Pictures do not belong in the copy, so please give every entry below again exactly.

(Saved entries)
*** Block opens ***
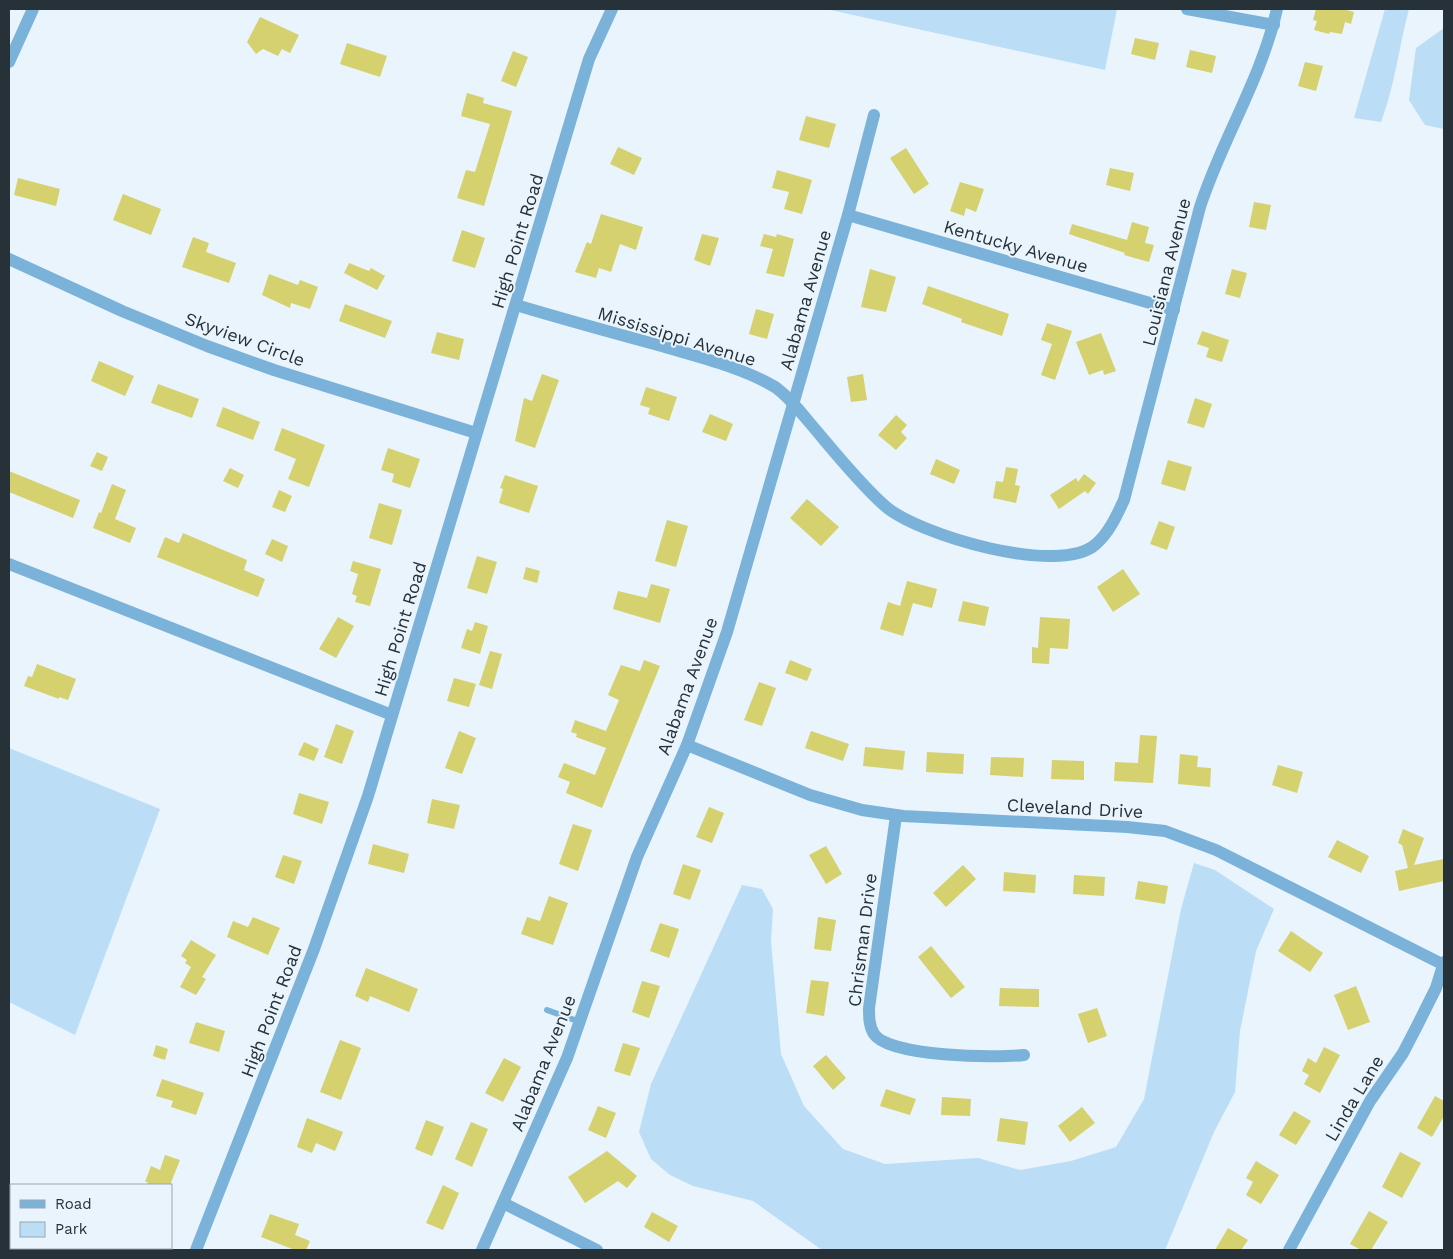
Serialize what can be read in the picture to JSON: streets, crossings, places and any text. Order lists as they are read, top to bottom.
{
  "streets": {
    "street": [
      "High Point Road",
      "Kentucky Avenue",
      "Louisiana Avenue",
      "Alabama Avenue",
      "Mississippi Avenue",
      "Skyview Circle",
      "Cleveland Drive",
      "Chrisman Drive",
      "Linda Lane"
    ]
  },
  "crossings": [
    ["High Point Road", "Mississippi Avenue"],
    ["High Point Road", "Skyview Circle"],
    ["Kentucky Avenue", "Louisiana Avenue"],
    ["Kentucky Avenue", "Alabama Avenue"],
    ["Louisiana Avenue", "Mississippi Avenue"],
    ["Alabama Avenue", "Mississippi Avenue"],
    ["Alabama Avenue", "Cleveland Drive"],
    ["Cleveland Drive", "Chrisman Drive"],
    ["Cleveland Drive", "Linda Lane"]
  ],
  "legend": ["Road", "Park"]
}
*** Block closes ***
- **Solution for this exercise**:
Serialize what can be read in the picture to JSON: streets, crossings, places and any text. Order lists as they are read, top to bottom.
{
  "streets": {
    "street": [
      "High Point Road",
      "Kentucky Avenue",
      "Louisiana Avenue",
      "Alabama Avenue",
      "Mississippi Avenue",
      "Skyview Circle",
      "Cleveland Drive",
      "Chrisman Drive",
      "Linda Lane"
    ]
  },
  "crossings": [
    ["High Point Road", "Mississippi Avenue"],
    ["High Point Road", "Skyview Circle"],
    ["Kentucky Avenue", "Louisiana Avenue"],
    ["Kentucky Avenue", "Alabama Avenue"],
    ["Louisiana Avenue", "Mississippi Avenue"],
    ["Alabama Avenue", "Mississippi Avenue"],
    ["Alabama Avenue", "Cleveland Drive"],
    ["Cleveland Drive", "Chrisman Drive"],
    ["Cleveland Drive", "Linda Lane"]
  ],
  "legend": ["Road", "Park"]
}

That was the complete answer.